<<<<
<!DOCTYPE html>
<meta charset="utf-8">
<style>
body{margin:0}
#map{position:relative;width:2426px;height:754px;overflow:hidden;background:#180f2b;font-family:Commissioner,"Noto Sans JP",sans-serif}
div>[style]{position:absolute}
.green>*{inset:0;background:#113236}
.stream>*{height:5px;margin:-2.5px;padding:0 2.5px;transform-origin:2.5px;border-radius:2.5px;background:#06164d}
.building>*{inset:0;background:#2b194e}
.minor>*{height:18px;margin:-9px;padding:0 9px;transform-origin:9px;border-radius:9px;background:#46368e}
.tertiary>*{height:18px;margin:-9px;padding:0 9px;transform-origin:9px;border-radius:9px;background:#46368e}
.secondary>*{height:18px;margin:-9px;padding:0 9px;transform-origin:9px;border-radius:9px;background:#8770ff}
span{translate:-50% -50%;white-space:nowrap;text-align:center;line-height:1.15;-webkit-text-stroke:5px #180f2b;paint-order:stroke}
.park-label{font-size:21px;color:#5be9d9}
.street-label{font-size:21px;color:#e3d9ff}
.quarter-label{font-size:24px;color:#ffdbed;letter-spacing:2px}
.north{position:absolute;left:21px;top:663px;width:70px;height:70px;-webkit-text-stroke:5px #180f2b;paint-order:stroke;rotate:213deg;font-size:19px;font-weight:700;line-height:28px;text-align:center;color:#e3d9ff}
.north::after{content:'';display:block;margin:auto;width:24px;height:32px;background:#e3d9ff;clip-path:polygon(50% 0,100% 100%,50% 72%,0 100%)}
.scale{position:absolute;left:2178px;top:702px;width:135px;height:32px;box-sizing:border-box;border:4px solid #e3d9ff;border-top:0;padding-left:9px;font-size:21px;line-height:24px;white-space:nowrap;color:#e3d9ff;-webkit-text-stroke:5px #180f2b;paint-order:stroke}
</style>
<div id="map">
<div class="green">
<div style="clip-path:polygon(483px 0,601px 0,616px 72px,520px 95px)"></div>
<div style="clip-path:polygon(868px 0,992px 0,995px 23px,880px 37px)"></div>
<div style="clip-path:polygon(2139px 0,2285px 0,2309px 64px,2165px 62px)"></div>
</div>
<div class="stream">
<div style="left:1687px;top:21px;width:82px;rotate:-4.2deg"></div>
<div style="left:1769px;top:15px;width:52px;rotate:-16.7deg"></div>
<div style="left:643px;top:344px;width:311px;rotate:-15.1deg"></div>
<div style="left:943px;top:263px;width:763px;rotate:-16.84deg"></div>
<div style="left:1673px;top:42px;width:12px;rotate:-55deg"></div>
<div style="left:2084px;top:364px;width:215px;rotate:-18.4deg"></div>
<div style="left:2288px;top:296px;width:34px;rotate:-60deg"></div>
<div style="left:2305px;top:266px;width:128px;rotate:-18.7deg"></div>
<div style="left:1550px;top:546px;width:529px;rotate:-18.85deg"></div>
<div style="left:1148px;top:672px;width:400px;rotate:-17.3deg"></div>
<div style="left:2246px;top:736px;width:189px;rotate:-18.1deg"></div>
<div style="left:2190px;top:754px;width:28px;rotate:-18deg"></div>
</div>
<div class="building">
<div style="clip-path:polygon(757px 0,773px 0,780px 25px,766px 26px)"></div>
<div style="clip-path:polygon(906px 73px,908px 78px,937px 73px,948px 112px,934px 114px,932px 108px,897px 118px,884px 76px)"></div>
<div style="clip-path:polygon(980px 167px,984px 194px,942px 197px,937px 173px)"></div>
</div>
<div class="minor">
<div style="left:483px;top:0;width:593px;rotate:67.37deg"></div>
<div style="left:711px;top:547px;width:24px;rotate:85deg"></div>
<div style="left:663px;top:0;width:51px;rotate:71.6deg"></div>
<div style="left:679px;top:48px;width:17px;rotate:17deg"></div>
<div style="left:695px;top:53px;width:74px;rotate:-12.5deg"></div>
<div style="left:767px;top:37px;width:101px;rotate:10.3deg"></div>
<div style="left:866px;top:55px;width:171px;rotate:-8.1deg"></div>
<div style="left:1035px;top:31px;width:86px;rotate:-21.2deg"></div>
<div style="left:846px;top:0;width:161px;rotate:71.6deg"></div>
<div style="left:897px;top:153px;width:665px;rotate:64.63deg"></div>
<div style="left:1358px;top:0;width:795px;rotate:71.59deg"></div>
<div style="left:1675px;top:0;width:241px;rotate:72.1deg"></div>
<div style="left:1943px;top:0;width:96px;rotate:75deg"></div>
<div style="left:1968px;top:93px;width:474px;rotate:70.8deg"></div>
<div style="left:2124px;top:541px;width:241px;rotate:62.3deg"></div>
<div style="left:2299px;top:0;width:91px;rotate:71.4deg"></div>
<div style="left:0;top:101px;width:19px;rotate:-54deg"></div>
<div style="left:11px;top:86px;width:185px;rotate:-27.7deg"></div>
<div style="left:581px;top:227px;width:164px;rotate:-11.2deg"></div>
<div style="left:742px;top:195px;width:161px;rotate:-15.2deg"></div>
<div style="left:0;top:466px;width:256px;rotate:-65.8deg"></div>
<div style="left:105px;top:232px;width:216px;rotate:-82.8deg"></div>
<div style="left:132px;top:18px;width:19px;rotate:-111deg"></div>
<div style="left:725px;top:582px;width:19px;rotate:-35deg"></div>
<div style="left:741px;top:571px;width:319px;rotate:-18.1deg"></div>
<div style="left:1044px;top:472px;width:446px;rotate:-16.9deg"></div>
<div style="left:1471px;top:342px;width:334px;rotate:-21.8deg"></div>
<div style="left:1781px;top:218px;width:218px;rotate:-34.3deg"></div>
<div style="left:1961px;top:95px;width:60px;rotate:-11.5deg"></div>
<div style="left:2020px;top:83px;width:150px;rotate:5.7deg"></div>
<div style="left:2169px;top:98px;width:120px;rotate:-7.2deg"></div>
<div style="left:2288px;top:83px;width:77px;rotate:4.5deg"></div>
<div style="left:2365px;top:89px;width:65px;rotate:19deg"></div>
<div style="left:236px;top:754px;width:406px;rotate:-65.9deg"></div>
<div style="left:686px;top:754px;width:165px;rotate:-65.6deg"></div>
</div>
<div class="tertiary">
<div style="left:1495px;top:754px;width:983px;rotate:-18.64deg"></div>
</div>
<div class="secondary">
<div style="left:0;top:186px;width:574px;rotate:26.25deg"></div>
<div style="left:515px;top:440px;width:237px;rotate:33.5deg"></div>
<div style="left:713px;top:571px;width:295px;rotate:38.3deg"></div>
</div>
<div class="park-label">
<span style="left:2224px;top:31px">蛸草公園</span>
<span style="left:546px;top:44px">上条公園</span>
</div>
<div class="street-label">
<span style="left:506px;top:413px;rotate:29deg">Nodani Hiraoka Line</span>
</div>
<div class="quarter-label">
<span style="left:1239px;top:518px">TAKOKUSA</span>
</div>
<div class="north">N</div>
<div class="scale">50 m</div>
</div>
>>>>
▶ _Directions for this task_
Show me all lines in the records that contain "stream".

▶ _Exercise response_
.stream>*{height:5px;margin:-2.5px;padding:0 2.5px;transform-origin:2.5px;border-radius:2.5px;background:#06164d}
<div class="stream">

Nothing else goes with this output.